We can’t argue or debate our way into compassion. Compassion doesn’t only happen in the head; it also happens in the heart. Since I wrote this essay in 2009, studies have demonstrated that people who read fiction become more empathic. In her book “Twelve Steps to a Compassionate Life,” Karen Armstrong asks us to reflect on art that has nudged us towards compassion. Can you think of an instance from your life?
Here’s what I wrote:
In our years of teaching nonviolence we’ve found that facts and figures alone rarely influence attitudes. When a fact contradicts a deeply held belief, the belief overwhelms the fact. There’s a great exchange in Dorothy L. Sayers’ mystery novel, Clouds of Witnesses, when Lord Peter Wimsey complains, “When I was a boy I always hated facts. Thought of them as nasty, hard things, all knobs. Uncompromisin’.” His manservant, Bunter, replies, “[My dear old mother] says, my lord, that facts are like cows. If you look them in the face hard enough they generally run away.” Later in the book Sayers inserts an anecdote: “A man was taken to the zoo and shown the giraffe. After gazing at it a little in silence: ‘I don’t believe it,’ he said.” Somehow, we humans interpret, dismiss or ignore the facts to keep our beliefs intact. The cows run away and we don’t believe our lying eyes as we gaze at the giraffe.
Even dialogue and debate can be counterproductive. The words dialogue and diabolical share the same Greek root: dia, meaning across. Dialogue means to speak across (legein) and diabolical to throw across (ballein.) Debate was originally a French word, debattre, meaning to fight, from de―down + battre ―to beat. Even the word discussion has disturbing roots, from the Latin dis – apart + quatere – to shake, literally “to break up.”
Discussions, debates and dialogues can have the unintended consequence of shaking us apart: solidifying our prejudices rather than opening our mind to new ideas. They can encourage us to take sides: as we craft our arguments to beat down those who disagree and in the process convince ourselves that we were right all along.

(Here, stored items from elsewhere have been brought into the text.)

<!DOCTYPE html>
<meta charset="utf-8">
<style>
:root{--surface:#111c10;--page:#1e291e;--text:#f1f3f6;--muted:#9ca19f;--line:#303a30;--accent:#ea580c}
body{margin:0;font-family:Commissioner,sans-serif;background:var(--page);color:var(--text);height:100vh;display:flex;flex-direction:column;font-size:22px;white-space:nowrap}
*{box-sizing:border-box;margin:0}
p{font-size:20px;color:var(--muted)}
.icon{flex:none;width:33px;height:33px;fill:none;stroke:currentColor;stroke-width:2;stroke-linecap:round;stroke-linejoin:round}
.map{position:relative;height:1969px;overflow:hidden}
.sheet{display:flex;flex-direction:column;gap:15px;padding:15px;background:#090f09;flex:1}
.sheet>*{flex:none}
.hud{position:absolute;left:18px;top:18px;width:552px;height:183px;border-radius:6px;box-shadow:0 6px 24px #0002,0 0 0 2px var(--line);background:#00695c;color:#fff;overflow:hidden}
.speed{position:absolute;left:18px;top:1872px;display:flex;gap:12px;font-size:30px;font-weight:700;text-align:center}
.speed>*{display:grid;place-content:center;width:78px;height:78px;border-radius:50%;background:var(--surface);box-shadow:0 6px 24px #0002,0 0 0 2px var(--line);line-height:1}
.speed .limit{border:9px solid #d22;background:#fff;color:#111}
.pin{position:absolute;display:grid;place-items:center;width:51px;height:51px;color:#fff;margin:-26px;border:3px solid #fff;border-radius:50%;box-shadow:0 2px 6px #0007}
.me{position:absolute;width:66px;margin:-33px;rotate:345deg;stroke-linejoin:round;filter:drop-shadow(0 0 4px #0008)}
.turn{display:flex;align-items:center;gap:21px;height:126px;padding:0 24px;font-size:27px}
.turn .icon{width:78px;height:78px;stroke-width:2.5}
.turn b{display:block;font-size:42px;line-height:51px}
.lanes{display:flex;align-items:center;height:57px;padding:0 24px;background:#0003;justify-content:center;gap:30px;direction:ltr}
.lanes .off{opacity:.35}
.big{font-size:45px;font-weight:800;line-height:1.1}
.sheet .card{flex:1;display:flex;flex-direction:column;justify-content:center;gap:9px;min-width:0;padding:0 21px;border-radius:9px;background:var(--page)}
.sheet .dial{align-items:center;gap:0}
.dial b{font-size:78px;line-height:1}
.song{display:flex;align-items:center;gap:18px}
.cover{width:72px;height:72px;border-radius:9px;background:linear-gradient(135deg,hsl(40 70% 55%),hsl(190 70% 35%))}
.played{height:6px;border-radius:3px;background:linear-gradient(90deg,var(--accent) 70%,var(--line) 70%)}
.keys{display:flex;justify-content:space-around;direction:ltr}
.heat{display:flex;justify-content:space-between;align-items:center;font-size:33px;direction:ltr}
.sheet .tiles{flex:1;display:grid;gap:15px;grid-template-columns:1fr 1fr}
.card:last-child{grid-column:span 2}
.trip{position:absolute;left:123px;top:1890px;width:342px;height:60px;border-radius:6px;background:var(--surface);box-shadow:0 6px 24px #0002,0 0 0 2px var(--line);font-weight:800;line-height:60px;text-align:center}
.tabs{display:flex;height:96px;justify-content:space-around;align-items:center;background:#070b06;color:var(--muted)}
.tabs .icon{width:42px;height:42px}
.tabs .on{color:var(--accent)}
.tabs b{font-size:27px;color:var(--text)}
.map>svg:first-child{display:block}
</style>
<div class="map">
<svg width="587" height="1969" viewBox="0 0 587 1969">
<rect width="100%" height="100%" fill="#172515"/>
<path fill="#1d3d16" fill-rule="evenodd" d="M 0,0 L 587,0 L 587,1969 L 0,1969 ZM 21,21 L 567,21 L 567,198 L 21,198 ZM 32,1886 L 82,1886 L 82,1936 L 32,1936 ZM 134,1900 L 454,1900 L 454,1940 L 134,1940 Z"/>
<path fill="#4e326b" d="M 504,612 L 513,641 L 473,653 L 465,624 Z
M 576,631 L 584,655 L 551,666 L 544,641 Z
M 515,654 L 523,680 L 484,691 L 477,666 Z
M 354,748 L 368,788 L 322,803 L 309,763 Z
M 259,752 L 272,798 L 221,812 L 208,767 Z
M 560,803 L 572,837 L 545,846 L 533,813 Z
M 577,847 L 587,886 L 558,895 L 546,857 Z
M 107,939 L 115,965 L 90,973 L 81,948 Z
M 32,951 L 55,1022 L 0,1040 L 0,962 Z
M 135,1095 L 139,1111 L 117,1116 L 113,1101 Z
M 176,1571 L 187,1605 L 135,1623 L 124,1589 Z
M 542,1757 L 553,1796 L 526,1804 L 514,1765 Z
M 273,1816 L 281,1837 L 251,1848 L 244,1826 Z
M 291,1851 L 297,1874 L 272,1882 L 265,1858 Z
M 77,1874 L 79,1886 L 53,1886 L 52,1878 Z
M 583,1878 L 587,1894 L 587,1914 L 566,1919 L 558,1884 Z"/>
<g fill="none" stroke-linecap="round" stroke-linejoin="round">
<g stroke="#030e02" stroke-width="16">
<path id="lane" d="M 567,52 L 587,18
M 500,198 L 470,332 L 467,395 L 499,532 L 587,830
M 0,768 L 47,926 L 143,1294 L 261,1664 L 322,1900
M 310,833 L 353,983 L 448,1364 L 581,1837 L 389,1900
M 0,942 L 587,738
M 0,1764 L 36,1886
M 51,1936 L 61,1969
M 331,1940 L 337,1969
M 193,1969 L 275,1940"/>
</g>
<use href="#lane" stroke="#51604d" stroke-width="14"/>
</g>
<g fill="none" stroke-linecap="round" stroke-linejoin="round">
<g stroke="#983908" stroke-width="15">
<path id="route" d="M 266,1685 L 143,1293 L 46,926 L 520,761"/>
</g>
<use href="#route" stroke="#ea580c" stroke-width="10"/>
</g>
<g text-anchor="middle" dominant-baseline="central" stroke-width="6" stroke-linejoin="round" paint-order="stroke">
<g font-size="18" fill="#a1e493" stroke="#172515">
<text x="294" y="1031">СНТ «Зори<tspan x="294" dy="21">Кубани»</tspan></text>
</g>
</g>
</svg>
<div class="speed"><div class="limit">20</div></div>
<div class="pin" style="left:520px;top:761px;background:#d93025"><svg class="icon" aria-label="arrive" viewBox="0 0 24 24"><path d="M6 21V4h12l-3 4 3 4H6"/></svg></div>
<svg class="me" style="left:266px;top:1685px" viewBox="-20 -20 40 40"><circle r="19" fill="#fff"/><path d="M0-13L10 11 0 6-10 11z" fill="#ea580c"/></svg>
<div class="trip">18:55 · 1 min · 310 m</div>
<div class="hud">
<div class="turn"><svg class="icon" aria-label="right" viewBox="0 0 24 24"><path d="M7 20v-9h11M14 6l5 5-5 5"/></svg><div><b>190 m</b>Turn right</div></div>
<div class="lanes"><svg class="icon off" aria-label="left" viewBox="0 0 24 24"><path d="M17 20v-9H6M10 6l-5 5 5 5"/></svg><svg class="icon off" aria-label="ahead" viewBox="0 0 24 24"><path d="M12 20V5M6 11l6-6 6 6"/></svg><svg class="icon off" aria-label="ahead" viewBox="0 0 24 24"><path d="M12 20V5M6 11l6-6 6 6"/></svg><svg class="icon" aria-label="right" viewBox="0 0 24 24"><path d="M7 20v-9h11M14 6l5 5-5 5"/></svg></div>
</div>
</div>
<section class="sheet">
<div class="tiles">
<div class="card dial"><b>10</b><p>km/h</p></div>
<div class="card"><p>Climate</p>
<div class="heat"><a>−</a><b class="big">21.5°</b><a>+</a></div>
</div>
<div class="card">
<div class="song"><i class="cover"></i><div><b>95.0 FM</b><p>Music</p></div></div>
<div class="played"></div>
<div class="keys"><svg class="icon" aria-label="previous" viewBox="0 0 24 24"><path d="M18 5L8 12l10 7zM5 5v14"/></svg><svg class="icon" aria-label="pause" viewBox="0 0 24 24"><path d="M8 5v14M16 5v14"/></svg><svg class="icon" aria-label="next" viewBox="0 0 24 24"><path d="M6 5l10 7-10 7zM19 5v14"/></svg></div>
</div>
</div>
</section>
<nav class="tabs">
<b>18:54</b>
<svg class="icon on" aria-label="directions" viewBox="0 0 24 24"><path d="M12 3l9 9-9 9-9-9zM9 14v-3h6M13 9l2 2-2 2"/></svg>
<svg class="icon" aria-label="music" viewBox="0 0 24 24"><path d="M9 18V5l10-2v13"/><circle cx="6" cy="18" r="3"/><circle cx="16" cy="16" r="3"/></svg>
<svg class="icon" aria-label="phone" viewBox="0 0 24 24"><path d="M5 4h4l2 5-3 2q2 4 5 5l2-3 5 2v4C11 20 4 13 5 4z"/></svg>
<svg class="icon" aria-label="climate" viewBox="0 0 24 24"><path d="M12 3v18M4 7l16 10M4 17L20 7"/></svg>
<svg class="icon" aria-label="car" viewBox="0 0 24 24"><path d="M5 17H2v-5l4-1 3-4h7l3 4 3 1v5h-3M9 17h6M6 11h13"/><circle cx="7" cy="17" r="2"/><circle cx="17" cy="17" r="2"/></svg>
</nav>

Our challenge is always to dig deeper, to see more clearly and honestly. We do this through conversation, from the Latin conversationem, “the act of living with,” literally “to turn about with,” from vertare, “to turn.”
One of the ways to start a deep conversation is through stories: personal “true” stories and fictional, “made-up” stories, which while not real, can on some level be even truer.
The arts—music, painting, theater, film and, of course, literature—are excellent media for telling stories and instigating such life-turning conversations. They crack the hard surface of facts and figures; they transcend logic; they get at the basic and universal truths. We start with a story and end with a transformation.